> _Extracted entries_
········

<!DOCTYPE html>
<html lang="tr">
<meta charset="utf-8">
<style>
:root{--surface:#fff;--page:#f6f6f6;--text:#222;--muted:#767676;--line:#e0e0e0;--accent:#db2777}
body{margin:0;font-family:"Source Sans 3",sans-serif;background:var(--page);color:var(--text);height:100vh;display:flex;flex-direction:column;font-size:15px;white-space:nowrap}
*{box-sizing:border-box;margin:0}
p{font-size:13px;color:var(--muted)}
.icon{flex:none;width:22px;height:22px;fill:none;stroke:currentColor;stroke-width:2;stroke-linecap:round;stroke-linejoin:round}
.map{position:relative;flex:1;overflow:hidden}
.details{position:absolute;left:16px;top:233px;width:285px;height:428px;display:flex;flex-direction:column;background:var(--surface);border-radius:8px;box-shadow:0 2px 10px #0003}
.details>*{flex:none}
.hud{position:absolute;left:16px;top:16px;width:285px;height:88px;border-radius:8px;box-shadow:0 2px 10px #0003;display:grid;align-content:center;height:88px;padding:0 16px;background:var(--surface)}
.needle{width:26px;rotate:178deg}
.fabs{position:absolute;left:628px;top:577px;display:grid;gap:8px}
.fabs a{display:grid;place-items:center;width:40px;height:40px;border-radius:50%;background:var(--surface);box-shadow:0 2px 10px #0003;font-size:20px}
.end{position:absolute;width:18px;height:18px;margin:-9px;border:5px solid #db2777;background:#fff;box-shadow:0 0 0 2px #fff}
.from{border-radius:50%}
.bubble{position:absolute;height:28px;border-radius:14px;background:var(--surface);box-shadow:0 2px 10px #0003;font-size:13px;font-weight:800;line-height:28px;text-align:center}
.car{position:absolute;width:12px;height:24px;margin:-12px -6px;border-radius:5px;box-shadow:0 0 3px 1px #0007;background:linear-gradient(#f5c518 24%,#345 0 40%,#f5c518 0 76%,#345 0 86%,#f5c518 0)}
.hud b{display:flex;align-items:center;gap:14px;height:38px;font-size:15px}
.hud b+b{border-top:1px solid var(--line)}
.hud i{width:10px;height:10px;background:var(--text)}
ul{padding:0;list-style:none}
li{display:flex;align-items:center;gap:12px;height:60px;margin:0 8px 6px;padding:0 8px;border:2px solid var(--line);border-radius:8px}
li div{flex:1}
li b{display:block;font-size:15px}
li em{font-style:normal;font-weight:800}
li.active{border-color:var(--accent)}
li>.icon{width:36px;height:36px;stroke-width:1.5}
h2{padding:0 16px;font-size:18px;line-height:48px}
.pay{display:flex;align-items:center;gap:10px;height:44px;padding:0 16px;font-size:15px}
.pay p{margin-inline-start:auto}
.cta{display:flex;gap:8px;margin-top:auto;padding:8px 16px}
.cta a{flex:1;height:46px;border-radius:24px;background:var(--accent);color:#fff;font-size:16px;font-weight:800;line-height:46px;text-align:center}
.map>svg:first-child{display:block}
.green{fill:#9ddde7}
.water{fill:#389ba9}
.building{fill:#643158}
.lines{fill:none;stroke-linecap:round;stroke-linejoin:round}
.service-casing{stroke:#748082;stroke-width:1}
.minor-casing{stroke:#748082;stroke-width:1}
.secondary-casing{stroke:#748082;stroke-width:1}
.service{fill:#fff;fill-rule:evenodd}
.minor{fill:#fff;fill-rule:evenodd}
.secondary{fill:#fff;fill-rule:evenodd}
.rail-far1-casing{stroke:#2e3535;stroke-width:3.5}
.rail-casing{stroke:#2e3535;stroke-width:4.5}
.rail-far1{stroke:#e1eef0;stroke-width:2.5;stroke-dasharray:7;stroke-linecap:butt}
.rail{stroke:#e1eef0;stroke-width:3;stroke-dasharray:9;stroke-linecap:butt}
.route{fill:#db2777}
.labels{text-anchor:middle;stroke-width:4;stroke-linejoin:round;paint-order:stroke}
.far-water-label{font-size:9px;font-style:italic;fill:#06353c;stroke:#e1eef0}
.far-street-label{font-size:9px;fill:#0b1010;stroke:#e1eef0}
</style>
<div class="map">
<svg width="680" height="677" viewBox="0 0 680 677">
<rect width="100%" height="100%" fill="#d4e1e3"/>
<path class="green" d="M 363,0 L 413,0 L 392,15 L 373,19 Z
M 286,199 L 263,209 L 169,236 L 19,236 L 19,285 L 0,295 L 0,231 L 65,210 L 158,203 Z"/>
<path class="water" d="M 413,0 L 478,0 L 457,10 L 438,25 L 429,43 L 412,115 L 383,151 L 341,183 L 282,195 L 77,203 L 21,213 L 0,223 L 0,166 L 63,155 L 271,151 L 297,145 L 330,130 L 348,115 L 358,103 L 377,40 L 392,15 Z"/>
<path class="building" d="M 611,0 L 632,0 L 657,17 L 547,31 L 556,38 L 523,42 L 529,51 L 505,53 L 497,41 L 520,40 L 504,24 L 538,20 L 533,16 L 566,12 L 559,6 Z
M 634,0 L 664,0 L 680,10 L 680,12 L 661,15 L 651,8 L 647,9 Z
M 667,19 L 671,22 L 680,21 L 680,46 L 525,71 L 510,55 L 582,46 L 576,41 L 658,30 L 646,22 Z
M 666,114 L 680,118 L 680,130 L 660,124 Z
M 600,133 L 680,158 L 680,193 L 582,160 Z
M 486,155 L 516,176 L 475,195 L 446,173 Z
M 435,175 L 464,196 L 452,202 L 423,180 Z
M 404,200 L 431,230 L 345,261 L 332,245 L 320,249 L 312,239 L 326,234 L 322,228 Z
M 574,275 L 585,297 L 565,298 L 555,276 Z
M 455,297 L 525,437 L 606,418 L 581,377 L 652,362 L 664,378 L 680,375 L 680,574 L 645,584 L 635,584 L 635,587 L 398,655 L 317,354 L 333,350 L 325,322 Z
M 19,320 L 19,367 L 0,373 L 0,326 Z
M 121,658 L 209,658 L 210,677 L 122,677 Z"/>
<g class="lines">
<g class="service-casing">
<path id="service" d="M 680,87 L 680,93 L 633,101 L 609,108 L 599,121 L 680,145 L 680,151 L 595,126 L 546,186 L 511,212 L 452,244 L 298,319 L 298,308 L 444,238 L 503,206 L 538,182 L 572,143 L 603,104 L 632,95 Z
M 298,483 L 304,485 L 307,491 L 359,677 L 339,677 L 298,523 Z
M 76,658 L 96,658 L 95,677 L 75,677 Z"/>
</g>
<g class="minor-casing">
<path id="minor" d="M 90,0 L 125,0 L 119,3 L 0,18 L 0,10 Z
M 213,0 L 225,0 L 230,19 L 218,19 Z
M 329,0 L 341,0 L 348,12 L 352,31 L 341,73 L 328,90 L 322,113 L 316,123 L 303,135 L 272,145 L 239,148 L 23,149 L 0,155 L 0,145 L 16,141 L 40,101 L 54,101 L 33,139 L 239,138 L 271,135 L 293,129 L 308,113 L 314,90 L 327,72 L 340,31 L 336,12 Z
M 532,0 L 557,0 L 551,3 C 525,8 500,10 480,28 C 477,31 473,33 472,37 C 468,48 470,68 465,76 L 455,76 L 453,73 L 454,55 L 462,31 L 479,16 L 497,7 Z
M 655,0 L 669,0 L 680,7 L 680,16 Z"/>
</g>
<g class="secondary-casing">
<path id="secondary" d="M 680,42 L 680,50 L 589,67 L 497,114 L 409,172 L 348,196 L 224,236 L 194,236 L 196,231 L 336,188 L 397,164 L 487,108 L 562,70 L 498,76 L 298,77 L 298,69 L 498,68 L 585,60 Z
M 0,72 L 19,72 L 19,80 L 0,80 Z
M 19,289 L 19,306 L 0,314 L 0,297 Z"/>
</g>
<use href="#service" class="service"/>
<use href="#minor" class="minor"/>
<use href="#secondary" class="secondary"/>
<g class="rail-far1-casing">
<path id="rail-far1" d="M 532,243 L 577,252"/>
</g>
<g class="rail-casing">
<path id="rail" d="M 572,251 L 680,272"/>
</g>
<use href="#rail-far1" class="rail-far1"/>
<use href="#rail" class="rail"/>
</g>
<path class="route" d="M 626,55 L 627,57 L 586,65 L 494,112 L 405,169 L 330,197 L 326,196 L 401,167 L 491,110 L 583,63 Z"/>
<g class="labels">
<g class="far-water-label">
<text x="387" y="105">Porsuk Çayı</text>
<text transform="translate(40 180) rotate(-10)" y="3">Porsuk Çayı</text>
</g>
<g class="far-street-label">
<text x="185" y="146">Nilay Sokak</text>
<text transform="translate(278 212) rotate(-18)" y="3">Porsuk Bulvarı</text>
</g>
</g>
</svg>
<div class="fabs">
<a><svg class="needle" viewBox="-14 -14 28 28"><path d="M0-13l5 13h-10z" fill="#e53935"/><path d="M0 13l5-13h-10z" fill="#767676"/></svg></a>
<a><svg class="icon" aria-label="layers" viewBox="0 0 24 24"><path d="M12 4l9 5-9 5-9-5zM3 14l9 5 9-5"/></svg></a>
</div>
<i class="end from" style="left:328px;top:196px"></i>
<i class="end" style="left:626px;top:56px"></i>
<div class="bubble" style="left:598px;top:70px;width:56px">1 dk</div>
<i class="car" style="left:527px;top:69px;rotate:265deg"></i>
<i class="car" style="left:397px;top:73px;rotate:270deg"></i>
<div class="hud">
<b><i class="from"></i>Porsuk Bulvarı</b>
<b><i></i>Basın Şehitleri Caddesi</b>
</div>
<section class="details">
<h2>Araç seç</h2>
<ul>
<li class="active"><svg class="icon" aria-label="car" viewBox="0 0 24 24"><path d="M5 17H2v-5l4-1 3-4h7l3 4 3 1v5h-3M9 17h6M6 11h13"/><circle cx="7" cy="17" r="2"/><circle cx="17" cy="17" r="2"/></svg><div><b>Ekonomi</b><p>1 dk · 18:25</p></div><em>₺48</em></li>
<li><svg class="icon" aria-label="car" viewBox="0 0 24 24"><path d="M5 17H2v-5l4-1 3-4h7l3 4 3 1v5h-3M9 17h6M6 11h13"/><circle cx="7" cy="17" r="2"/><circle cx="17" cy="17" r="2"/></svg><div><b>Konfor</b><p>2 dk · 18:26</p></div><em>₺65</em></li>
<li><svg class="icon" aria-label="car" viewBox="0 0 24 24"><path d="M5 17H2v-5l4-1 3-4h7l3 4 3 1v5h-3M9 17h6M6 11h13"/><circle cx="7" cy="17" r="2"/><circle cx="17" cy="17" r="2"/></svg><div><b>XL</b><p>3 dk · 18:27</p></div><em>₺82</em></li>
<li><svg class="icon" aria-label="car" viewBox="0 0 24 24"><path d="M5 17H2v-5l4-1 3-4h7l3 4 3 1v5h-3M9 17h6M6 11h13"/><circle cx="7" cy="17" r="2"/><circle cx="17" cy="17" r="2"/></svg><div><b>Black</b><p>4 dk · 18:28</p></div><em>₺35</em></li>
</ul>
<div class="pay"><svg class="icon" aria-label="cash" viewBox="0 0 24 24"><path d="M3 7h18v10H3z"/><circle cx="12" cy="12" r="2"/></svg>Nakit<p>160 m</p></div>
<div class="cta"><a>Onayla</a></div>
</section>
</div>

········

> _Required action_
Check every line above for the string "weight", and copy the ones that have it.

> _Solution_
.bubble{position:absolute;height:28px;border-radius:14px;background:var(--surface);box-shadow:0 2px 10px #0003;font-size:13px;font-weight:800;line-height:28px;text-align:center}
li em{font-style:normal;font-weight:800}
.cta a{flex:1;height:46px;border-radius:24px;background:var(--accent);color:#fff;font-size:16px;font-weight:800;line-height:46px;text-align:center}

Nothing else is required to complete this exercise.